About this church
The footpath to Blake Fell featured in Wainwright’s ‘The Western Fells’ starts opposite the main churchyard gate. The popular Coast to Coast cycle route borders two sides of the churchyard. Stained glass windows by Kempe and his workshop attract visitors countrywide as does the Lamplugh family association.
Lamplugh, the name is celtic, originally Llanplwyf, and refers to the church place for the people round about. A church or chapel had existed on the site since c1150, with two previous reconstructions recorded in 1658 and 1771.
Today’s church was designed by the eminent Victorian architect, William Butterfield. Built in 1870 in the Perpendicular style, retaining the remodelled chancel and vestry and some mediaeval features. Three finely carved gargoyles can be seen defiantly projecting from the east wall. The exterior bell cote has two bells, one dating to the third quarter of the 15th century and the other to 1870.
The fine Victorian interior is lit with windows designed by Charles Eamer Kempe, St Oswald and St Aidan look down from their window in the nave. Two further windows are by the Kempe workshop under Walter Tower, three others are attributed to Clayton and Bell and one by Heaton, Butler and Bayne.

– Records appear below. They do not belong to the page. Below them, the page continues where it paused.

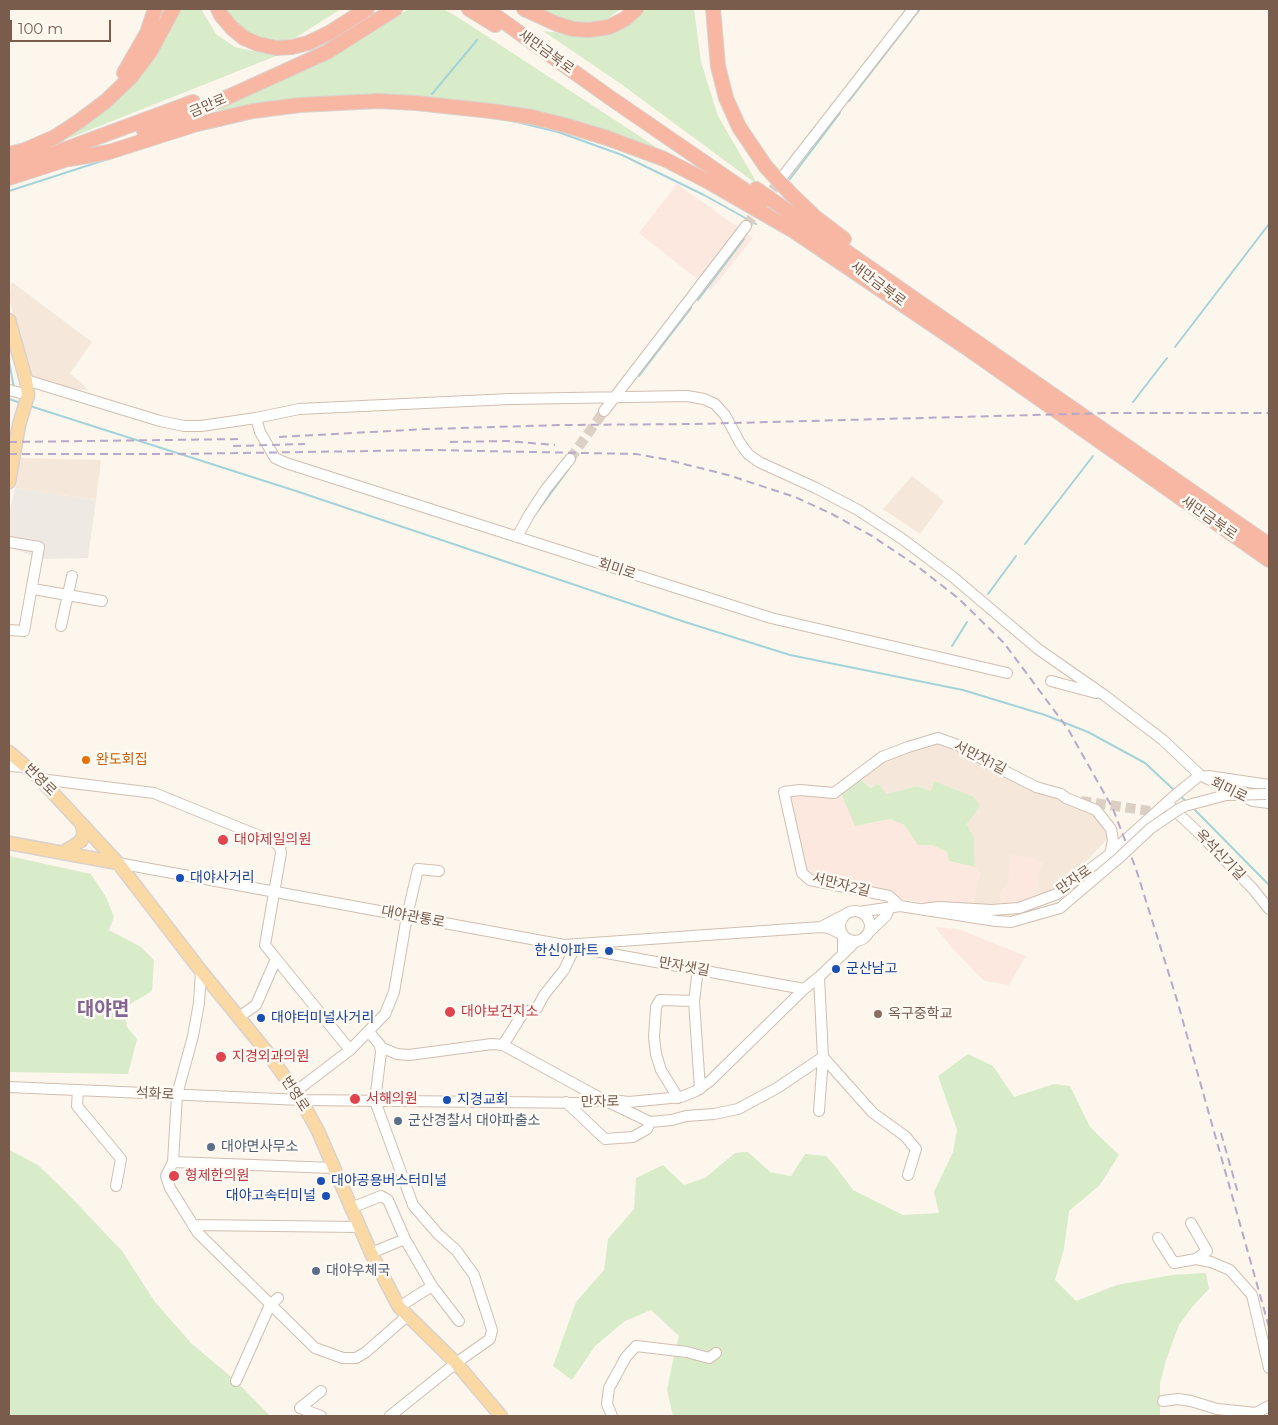 <!DOCTYPE html>
<html>
<head>
<meta charset="utf-8">
<style>
	body { margin:0 }
	#map { position:relative; width:1278px; height:1425px; overflow:hidden; background:#fdf6ec; font-family:Montserrat,sans-serif }
	canvas { display:block }
	.frame { position:absolute; inset:0; border:10px solid #7a5c4d; pointer-events:none }
	.scale { position:absolute; left:10px; top:20px; width:101px; height:22px; box-sizing:border-box; border:2px solid #7a5c4d; border-top:0; padding-left:6px; font-size:15px; line-height:18px; white-space:nowrap; color:#7a5c4d; -webkit-text-stroke:4px #fffaf3; paint-order:stroke }
</style>
</head>
<body>
<div id="map">
<canvas width="1278" height="1425"></canvas>
<div class="frame"></div>
<div class="scale">100 m</div>
</div>
<script>
const ctx = document.querySelector('canvas').getContext('2d');
ctx.lineJoin = 'round';
function fill(path, color) { ctx.fillStyle = color; ctx.fill(path, 'evenodd'); }
const poly = rows => new Path2D(rows.map(r => 'M' + r).join(''));
function stroke(path, color, width, dash) { ctx.strokeStyle = color; ctx.lineWidth = width; ctx.lineCap = dash ? 'butt' : 'round'; ctx.setLineDash(dash || []); ctx.stroke(path); }
function label(font, color, halo, rows, align = 'center') {
  ctx.font = font + ' Montserrat,"Noto Sans KR",sans-serif'; ctx.lineWidth = 5; ctx.setLineDash([]); ctx.textBaseline = 'middle'; ctx.strokeStyle = halo; ctx.fillStyle = color; for (const [text, x, y, turn = 0] of rows) {
    ctx.save(); ctx.translate(x, y); ctx.rotate((+turn || 0) * Math.PI / 180); ctx.textAlign = isNaN(turn) ? turn : align; if (halo) ctx.strokeText(text, 0, 0); ctx.fillText(text, 0, 0); ctx.restore();
  }
}
fill(poly([
	[12,282,92,342,70,373,89,390,73,389,31,376,9,299],
	[21,458,101,460,96,500,15,488],
	[912,476,944,501,920,534,883,509],
	[940,741,1092,810,1105,825,1109,837,1059,890,1040,897,1037,878,1008,883,1001,906,972,907,980,873,975,867,974,838,967,824,979,806,934,782,931,791,917,786,887,794,872,788,859,778,894,754]
]), '#f5e8da');
fill(poly([
	[677,184,753,238,711,290,639,233],
	[840,791,866,824,890,819,904,825,918,845,932,845,947,852,949,861,975,867,980,873,972,907,926,903,900,898,813,877,805,872,784,792],
	[1010,855,1030,857,1043,863,1037,878,1040,897,1020,903,1001,906,1000,892,1008,883],
	[935,927,958,929,1026,956,1009,985,984,981,952,948]
]), '#fde8e0');
fill(poly([
	[15,488,96,500,88,558,41,559,9,547,9,515]
]), '#efe9e4');
fill(poly([
	[179,9,201,9,216,34,235,47,276,56,67,139,99,114,152,61],
	[224,9,341,9,295,38,269,42,245,32,226,14],
	[409,9,443,9,456,16,682,164,564,120,433,98,297,98,216,113,227,104],
	[536,9,620,9,604,22,564,22],
	[643,9,694,9,701,62,718,116,758,185,621,84,543,31,590,36],
	[859,778,871,788,878,784,887,794,917,786,931,791,934,781,974,797,980,806,967,824,974,838,975,867,949,861,947,852,932,845,918,845,904,825,890,819,855,826,840,791],
	[9,856,91,874,106,897,114,917,109,930,141,947,154,960,152,991,124,1008,127,1027,137,1039,128,1074,9,1072],
	[968,1054,993,1066,1014,1097,1054,1084,1070,1086,1090,1127,1119,1155,1100,1185,1069,1211,1064,1249,1055,1280,1076,1301,1117,1285,1172,1275,1206,1273,1209,1289,1193,1306,1179,1325,1166,1360,1160,1383,1160,1416,673,1416,667,1390,675,1351,679,1336,651,1310,625,1321,595,1346,572,1380,553,1366,576,1302,604,1270,608,1239,634,1209,636,1178,663,1165,684,1185,705,1178,735,1153,748,1152,770,1172,791,1176,805,1154,826,1156,836,1167,853,1190,903,1215,939,1213,934,1192,953,1152,957,1130,938,1076],
	[9,1150,38,1165,65,1191,122,1251,155,1302,192,1344,236,1381,270,1416,9,1416]
]), '#d8ecc9');
stroke(poly([
	[432,94,477,40],
	[849,101,920,9],
	[367,108,387,108],
	[513,121,558,132,622,155,704,195,756,224],
	[196,131,223,125],
	[790,179,840,113],
	[9,191,108,159],
	[698,300,744,239],
	[1175,347,1269,224],
	[9,361,14,388],
	[639,376,691,308],
	[9,399,21,403],
	[1133,402,1167,358],
	[30,406,296,491,685,622,790,655,963,690,1045,715,1088,732,1145,763,1174,790],
	[537,512,568,470],
	[1025,544,1093,456],
	[988,594,1016,556],
	[952,646,967,622],
	[1179,795,1187,802],
	[1192,807,1269,885]
]), '#a5d3da', 2);
stroke(poly([
	[746,226,783,176],
	[570,459,604,411],
	[1081,801,1150,811]
]), '#dcd0c4', 10, [10, 5]);
const minor = poly([
	[783,176,913,9],
	[26,380,160,421,184,426,201,426,256,418,299,409,510,399,687,396,704,399,715,404,725,415,740,443,748,454,759,462,816,488,858,510,901,538,953,577,1038,649,1104,695,1163,740,1200,775,1253,801,1269,803],
	[9,390,28,395],
	[604,411,746,226],
	[256,418,260,432,275,458,286,463,771,618,1007,673],
	[517,537,529,515,546,489,570,459],
	[9,542,39,547,24,631,9,630],
	[33,589,102,601],
	[61,626,72,576],
	[1051,681,1096,693],
	[9,766,27,767],
	[1208,776,1269,785],
	[40,779,154,793,274,842,280,847,281,853,265,945,350,1050],
	[1169,805,1202,836,1253,889,1269,909],
	[118,863,564,945,821,927],
	[900,906,889,896,810,880,802,873,784,792,800,790,834,793,882,757,908,747,938,738,960,746,991,764,1036,787,1061,794,1066,798,1096,810,1111,829,1113,840,1110,854],
	[923,909,939,907,992,910,1019,908,1057,894,1110,854,1173,797,1200,775],
	'840 926a15 15 0 1 1 30 0a15 15 0 1 1-30 0Z',
	[859,912,900,906,996,921,1011,922,1060,908],
	[844,915,821,927,829,928,843,935,843,954,856,941],
	[869,932,886,916,889,909],
	[579,948,804,989],
	[698,969,694,1001,700,1089],
	[201,971,199,1003,193,1036,177,1095,173,1162,166,1176,170,1188,198,1233,315,1348,343,1358,356,1358,366,1352,407,1316],
	[239,1017,256,1005,276,959],
	[369,1032,380,1045,381,1052,375,1101,413,1205,438,1234,456,1250,474,1275,492,1330,490,1339,456,1363,390,1416],
	[503,1045,523,1013,537,1008,544,995,564,970,575,947],
	[380,1047,397,1054,409,1055,492,1044,503,1045,602,1099,650,1122,672,1120,686,1116,714,1114,738,1109,777,1088,823,1057,873,1113,905,1136,916,1149,908,1175],
	[9,1087,301,1100,590,1103,602,1099,629,1102,681,1097,696,1091,710,1081,804,989,819,977,843,954],
	[78,1090,77,1106,121,1159,116,1186],
	[295,1092,350,1050,385,1014,394,992,407,916,418,869,439,871],
	[678,1098,661,1070,656,1054,654,1037,656,1007,660,1000,694,1001],
	[566,1102,605,1139,633,1137,647,1129,650,1122],
	[819,1111,823,1057,819,977],
	[173,1162,333,1168],
	[351,1208,381,1196,388,1200,405,1239,432,1286,459,1321],
	[1191,1223,1207,1251,1196,1259,1211,1262,1230,1270,1252,1295,1269,1368],
	[193,1225,359,1227],
	[1158,1238,1174,1263,1196,1259],
	[371,1253,405,1239],
	[399,1307,432,1286],
	[236,1381,270,1305,278,1298],
	[1163,1401,1178,1399,1191,1401,1217,1409,1256,1413],
	[321,1416,300,1408,321,1391],
	[612,1416,607,1404,609,1388,626,1357,636,1346,687,1352,709,1358,716,1353],
	[1257,1416,1256,1413,1269,1406]
]);
const major = poly([
	[9,320,26,380,28,395,19,425,9,482],
	[9,752,40,779,118,863,201,971,267,1052,301,1100,318,1131,371,1253,399,1307,456,1363,501,1416],
	[9,843,118,863],
	[62,853,81,841,84,832,81,823]
]);
const highway = poly([
	[218,9,221,15,232,28,244,38,258,44,276,48,292,47,308,43,329,33,367,9],
	[469,9,495,25],
	[486,9,609,97,762,202],
	[524,9,557,24,573,29,589,30,609,27,625,19,636,9],
	[713,9,718,66,726,98,739,127,766,167,791,194,815,217,844,239],
	[124,73,147,33,155,9],
	[144,131,228,97,327,52,395,9],
	[9,154,25,150,55,137,78,122,106,101,131,77,150,52,173,9],
	[69,159,109,152,197,124,253,111,300,105,378,101,416,103,491,111,532,117,568,126,607,138,664,159,709,182,794,231,964,346],
	[9,164,55,153,193,102],
	[9,178,77,156],
	[756,189,1269,545],
	[957,341,1269,560]
]);
stroke(minor, '#d1beb0', 12);
stroke(major, '#dad1cd', 15);
stroke(highway, '#dad1cd', 16);
stroke(minor, '#fff', 10);
stroke(major, '#fbd9a5', 12);
stroke(highway, '#f7b7a3', 14);
stroke(poly([
	[279,437,427,429,561,425,695,424,1109,413,1269,413],
	[9,442,241,439],
	[450,442,507,441,555,445],
	[233,446,305,444],
	[9,454,177,454,432,450,636,454,664,459,728,475,795,497,832,514,872,536,917,566,958,598,1004,643,1068,729,1113,809,1136,869,1177,1000,1269,1327],
	[1221,1133,1238,1193]
]), '#b9a8c9', 2, [8, 5]);
const minorBridge = poly([
	[1060,908,1119,858,1151,828,1179,809,1185,806,1226,795,1266,794]
]);
stroke(minorBridge, '#d1beb0', 12, []);
stroke(minorBridge, '#fff', 10);
for (const [x, y, r, color] of [
	[86,760,5,"#e8710a"],
	[223,840,6,"#e0444e"],
	[180,878,5,"#1a4fb4"],
	[609,951,5,"#1a4fb4"],
	[836,969,5,"#1a4fb4"],
	[450,1012,6,"#e0444e"],
	[878,1014,5,"#8d6e63"],
	[261,1018,5,"#1a4fb4"],
	[221,1057,6,"#e0444e"],
	[355,1099,6,"#e0444e"],
	[447,1100,5,"#1a4fb4"],
	[398,1121,5,"#5c6f8a"],
	[211,1147,5,"#5c6f8a"],
	[174,1176,6,"#e0444e"],
	[321,1181,5,"#1a4fb4"],
	[326,1196,5,"#1a4fb4"],
	[316,1271,5,"#5c6f8a"]
]) { const dot = new Path2D(); dot.arc(x, y, r, 0, 2 * Math.PI); ctx.fillStyle = color; ctx.fill(dot); stroke(dot, '#fffaf3', 2); }
label('14px', '#7a5c4d', '#fffaf3', [
	["새만금북로",546,52,36],
	["금만로",208,106,-23],
	["새만금북로",878,284,37],
	["새만금북로",1209,518,35],
	["회미로",617,569,18],
	["서만자1길",980,758,27],
	["번영로",40,780,45],
	["회미로",1229,790,26],
	["옥석신기길",1220,855,46],
	["만자로",1074,880,-35],
	["서만자2길",841,885,14],
	["대야관통로",413,917,11],
	["만자샛길",684,967,10],
	["석화로",155,1094,3],
	["번영로",295,1094,57],
	["만자로",600,1102,-1]
]);
label('14px', '#c56008', '#fffaf3', [
	["완도회집",96,760]
], 'left');
label('14px', '#be3a42', '#fffaf3', [
	["대야제일의원",234,840],
	["대야보건지소",461,1012],
	["지경외과의원",232,1057],
	["서해의원",366,1099],
	["형제한의원",185,1176]
], 'left');
label('14px', '#164399', '#fffaf3', [
	["대야사거리",190,878],
	["한신아파트",599,951,"right"],
	["군산남고",846,969],
	["대야터미널사거리",271,1018],
	["지경교회",457,1100],
	["대야공용버스터미널",331,1181],
	["대야고속터미널",316,1196,"right"]
], 'left');
label('14px', '#785e54', '#fffaf3', [
	["옥구중학교",888,1014]
], 'left');
label('14px', '#4e5e75', '#fffaf3', [
	["군산경찰서 대야파출소",408,1121],
	["대야면사무소",221,1147],
	["대야우체국",326,1271]
], 'left');
label('bold 19px', '#846695', '#fffaf3', [
	["대야면",103,1009]
]);
</script>
</body>
</html>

Two large memorials to members of the Lamplugh family are affixed to the west wall, an external memorial to the Dickinson family seals the former choir door into the chancel and brass plaques and windows also commemorate various Dickinsons.
A ‘Crusader’s’ tombstone is reputed to lie in the churchyard and on the vestry wall is the 1634 tombstone which may have replaced that of his ‘crusader’ ancestor. Also in the church are extracts from the 17th century register which records, inter alia the cause of death of one person as ‘frighted to death by fairies’. Other almost equally remarkable causes of deaths are quoted for visitors.
Melvyn Bragg writes in the forward, to Betty Marshalls book, Lamplugh ‘is an ancient place with an intriguing story to tell. The church has been its keystone. It is remarkable that the exploration of one building can yield so much about the lives of so many over so long a period’. The derivation of the name Lamplugh is taken from Betty's book, whereas the 'Dictionary of English Placenames' gives the Celtic derivation as being 'bare valley' from the Celtic nant + blwch. The difference in meanings could well have arisen from incorrect pronunciations in the past of the original Celtic.
Used as a focal point for the scattered rural community for centuries. It is believed that Lamplugh church is the first Anglican church in the country to have a Methodist Minister (shared with the other two churches in the parish).